- [Requirement] Take the lines from the beginning of the data below through the line holding "2px #bbb4a2) drop-shadow(0" and return exactly those.

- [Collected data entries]
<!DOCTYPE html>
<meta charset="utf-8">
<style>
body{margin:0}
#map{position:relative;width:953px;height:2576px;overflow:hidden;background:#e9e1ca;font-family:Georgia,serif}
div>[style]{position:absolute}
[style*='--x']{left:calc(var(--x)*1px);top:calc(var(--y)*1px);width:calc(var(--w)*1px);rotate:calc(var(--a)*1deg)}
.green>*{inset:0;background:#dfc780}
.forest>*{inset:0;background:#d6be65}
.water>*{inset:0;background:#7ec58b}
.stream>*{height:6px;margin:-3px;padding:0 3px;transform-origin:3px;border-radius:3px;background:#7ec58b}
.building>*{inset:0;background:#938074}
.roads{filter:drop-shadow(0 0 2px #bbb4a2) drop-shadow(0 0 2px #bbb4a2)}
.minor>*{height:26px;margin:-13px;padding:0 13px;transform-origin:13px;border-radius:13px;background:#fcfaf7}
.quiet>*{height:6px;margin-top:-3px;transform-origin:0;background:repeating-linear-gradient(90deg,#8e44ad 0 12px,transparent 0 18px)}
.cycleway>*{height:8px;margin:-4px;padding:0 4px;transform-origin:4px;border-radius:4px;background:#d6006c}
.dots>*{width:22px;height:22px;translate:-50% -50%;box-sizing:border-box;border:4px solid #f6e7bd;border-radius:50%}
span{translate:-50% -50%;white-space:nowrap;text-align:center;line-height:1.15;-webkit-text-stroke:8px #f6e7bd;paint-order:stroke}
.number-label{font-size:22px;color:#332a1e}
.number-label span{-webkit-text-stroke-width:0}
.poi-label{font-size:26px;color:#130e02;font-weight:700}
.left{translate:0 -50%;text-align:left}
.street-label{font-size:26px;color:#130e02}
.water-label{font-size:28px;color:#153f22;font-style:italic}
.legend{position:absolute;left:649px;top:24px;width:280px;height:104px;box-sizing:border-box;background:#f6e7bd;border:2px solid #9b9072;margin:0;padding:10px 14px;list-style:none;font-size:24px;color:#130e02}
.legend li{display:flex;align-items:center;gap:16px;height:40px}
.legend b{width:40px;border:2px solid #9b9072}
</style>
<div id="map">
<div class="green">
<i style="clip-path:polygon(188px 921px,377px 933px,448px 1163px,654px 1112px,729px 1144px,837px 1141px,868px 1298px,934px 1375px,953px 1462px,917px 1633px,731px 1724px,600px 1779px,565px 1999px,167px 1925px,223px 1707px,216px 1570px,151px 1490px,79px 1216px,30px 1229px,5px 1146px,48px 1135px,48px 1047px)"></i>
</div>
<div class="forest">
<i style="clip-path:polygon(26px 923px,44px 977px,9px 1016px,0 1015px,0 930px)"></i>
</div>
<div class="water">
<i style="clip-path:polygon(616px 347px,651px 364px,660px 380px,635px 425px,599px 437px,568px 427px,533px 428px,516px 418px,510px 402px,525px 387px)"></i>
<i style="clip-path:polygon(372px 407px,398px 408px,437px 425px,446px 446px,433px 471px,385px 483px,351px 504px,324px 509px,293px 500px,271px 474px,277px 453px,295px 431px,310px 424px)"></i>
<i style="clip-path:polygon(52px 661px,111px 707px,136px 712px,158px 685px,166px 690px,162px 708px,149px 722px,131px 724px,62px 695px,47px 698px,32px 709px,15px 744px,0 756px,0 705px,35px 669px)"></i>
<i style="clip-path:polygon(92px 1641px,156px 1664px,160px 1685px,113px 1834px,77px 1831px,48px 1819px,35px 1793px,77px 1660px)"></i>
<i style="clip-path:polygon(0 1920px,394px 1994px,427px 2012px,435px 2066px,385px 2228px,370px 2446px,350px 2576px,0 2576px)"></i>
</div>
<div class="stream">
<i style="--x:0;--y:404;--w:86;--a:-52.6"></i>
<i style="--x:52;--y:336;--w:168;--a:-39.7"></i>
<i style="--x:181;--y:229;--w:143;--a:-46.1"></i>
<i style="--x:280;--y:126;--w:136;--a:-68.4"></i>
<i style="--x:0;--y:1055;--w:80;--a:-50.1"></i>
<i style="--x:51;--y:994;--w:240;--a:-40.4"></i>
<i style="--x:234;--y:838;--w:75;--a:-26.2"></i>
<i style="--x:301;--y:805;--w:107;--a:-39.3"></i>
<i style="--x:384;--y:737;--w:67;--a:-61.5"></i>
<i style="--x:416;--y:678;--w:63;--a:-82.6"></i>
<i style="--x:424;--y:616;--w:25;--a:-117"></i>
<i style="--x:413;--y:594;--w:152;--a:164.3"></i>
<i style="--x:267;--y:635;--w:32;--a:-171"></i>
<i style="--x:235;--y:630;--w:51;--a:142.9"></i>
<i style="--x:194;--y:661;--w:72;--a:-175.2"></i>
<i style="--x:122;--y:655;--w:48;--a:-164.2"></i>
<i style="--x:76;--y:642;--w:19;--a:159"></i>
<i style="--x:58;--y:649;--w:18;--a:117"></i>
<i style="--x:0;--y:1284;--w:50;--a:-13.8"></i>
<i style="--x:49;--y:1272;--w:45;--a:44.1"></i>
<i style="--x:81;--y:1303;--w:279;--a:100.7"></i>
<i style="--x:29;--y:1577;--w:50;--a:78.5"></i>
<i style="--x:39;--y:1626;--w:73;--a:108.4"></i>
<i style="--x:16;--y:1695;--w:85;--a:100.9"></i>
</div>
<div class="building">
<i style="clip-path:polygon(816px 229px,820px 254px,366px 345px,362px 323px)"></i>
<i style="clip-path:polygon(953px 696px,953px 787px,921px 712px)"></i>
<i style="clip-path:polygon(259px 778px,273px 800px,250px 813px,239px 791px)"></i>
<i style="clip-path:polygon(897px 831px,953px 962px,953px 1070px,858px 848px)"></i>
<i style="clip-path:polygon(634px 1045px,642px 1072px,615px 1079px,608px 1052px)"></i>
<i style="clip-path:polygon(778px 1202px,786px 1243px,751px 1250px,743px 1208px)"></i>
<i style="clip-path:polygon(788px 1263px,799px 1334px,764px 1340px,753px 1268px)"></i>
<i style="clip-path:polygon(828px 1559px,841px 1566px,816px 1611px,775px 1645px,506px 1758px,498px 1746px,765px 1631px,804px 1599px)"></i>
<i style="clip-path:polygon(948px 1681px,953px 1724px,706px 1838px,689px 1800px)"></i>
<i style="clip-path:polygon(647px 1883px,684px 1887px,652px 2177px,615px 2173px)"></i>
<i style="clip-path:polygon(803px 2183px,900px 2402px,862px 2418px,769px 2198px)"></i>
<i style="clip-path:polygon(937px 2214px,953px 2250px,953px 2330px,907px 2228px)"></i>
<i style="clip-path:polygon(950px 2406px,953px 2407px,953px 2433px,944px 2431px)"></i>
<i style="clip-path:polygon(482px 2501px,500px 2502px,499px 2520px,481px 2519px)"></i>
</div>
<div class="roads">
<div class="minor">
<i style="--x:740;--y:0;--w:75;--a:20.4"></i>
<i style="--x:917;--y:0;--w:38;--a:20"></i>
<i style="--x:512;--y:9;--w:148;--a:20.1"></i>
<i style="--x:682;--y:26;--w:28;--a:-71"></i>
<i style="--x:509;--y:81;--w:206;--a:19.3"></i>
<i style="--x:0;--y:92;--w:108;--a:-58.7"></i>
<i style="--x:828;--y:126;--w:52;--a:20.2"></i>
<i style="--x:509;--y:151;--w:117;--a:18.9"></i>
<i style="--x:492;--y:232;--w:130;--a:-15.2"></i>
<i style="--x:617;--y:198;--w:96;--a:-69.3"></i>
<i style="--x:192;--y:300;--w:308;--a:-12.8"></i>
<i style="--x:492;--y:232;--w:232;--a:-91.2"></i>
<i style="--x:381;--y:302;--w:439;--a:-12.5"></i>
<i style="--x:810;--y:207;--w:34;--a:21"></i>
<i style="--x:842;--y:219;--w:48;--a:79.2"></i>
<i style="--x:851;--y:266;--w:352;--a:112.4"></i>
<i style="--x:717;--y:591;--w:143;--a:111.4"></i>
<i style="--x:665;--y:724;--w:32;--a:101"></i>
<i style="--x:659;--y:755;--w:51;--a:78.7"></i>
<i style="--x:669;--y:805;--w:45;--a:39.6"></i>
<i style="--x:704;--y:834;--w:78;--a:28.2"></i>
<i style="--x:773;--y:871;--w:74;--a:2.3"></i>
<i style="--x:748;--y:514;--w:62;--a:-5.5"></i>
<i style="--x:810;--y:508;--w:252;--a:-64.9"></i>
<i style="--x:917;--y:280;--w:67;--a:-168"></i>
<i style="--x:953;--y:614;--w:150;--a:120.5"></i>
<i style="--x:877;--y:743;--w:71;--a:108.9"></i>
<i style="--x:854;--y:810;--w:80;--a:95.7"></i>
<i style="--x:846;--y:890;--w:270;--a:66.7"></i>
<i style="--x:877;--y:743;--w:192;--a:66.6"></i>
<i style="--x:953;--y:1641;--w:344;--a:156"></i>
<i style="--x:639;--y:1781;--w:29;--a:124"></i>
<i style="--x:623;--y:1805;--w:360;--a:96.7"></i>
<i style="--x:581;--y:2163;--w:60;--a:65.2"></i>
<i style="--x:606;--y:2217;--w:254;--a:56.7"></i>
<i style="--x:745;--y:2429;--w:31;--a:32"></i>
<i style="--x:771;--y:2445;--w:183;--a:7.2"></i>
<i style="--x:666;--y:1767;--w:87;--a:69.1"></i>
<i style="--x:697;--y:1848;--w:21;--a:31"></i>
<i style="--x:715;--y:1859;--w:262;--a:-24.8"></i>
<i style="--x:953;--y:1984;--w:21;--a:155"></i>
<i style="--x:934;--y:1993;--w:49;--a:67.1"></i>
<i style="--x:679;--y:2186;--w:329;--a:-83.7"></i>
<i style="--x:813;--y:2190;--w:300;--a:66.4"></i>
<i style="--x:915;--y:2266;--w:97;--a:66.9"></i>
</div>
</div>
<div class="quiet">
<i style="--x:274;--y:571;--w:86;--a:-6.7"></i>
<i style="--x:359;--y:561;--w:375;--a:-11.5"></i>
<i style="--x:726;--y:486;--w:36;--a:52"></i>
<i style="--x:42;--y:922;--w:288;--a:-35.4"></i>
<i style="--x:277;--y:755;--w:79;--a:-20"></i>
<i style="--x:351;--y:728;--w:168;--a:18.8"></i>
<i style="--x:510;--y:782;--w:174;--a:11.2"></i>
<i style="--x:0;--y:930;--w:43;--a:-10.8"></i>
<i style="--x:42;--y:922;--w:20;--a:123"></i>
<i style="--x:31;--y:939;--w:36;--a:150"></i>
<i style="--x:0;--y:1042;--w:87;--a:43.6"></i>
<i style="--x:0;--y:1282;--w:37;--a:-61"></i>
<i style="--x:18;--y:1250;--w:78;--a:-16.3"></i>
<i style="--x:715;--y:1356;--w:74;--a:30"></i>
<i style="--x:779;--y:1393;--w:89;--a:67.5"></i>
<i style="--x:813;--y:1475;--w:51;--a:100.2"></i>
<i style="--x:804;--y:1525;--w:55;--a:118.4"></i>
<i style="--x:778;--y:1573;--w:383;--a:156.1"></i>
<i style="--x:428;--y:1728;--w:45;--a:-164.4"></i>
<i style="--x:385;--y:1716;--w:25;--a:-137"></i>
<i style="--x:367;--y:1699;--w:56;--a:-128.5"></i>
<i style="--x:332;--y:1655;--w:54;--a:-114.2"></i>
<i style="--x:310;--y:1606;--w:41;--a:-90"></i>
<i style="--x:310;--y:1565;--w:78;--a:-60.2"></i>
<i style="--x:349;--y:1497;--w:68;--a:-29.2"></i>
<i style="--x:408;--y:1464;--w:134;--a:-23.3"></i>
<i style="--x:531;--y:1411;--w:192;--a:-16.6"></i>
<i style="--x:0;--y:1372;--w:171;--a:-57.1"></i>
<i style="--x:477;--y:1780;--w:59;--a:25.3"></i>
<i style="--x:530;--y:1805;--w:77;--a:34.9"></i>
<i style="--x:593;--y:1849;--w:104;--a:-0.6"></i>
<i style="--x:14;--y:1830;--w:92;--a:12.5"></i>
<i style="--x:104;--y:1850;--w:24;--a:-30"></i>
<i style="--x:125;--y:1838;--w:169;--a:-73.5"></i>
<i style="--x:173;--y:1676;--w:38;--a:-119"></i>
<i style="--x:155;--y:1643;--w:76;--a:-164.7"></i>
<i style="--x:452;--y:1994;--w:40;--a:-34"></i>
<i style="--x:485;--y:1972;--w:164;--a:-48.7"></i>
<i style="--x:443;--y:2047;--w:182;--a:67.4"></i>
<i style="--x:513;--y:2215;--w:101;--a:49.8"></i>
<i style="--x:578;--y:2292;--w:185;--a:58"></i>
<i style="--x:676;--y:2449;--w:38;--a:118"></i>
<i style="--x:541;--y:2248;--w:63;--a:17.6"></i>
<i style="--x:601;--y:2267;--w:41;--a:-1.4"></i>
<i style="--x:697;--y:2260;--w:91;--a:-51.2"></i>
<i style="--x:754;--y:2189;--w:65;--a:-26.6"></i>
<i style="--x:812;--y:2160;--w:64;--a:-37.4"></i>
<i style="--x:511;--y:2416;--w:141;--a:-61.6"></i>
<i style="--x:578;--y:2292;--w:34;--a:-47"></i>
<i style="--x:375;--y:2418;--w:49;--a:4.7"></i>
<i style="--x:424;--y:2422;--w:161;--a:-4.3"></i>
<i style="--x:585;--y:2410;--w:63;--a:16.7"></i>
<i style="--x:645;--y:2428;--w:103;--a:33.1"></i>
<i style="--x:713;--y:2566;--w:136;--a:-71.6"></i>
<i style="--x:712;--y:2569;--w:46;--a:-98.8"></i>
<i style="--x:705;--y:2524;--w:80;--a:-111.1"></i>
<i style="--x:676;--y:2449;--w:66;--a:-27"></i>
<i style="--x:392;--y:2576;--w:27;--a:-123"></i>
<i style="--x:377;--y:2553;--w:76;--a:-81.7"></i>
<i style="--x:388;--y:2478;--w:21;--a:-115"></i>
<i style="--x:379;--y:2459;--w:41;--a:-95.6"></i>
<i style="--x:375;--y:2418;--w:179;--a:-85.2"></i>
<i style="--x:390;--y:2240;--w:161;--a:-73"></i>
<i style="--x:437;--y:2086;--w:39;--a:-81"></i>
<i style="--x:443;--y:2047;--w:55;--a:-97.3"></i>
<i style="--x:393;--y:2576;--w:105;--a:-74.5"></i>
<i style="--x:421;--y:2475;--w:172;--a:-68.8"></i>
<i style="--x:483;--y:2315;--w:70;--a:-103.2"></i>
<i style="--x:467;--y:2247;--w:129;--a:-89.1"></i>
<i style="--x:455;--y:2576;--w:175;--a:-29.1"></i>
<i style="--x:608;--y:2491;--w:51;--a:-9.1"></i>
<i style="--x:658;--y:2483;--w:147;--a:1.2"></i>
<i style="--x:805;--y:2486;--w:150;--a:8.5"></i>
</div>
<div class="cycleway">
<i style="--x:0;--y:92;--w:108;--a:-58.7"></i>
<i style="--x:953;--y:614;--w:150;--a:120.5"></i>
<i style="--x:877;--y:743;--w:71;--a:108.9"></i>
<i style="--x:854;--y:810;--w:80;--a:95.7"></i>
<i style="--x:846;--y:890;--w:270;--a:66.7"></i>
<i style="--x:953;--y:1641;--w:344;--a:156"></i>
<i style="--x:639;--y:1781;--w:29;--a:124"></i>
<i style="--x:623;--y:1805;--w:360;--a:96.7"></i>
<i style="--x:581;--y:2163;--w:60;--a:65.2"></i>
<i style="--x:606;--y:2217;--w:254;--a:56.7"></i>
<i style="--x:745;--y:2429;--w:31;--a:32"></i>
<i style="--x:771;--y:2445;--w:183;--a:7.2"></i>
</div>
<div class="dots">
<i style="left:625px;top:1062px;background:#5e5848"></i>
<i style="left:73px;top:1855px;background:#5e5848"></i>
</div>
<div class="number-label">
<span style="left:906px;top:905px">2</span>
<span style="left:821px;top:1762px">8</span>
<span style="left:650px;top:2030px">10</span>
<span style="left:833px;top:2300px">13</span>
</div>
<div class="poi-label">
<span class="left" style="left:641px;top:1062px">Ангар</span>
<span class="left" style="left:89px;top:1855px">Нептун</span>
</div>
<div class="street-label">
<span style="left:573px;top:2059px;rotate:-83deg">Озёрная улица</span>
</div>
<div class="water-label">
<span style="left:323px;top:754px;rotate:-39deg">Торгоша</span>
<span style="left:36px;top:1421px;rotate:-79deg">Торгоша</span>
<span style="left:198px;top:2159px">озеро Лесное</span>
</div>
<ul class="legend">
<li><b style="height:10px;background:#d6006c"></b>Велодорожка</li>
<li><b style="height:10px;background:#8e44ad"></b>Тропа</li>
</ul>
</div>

- [Response area]
<!DOCTYPE html>
<meta charset="utf-8">
<style>
body{margin:0}
#map{position:relative;width:953px;height:2576px;overflow:hidden;background:#e9e1ca;font-family:Georgia,serif}
div>[style]{position:absolute}
[style*='--x']{left:calc(var(--x)*1px);top:calc(var(--y)*1px);width:calc(var(--w)*1px);rotate:calc(var(--a)*1deg)}
.green>*{inset:0;background:#dfc780}
.forest>*{inset:0;background:#d6be65}
.water>*{inset:0;background:#7ec58b}
.stream>*{height:6px;margin:-3px;padding:0 3px;transform-origin:3px;border-radius:3px;background:#7ec58b}
.building>*{inset:0;background:#938074}
.roads{filter:drop-shadow(0 0 2px #bbb4a2) drop-shadow(0 0 2px #bbb4a2)}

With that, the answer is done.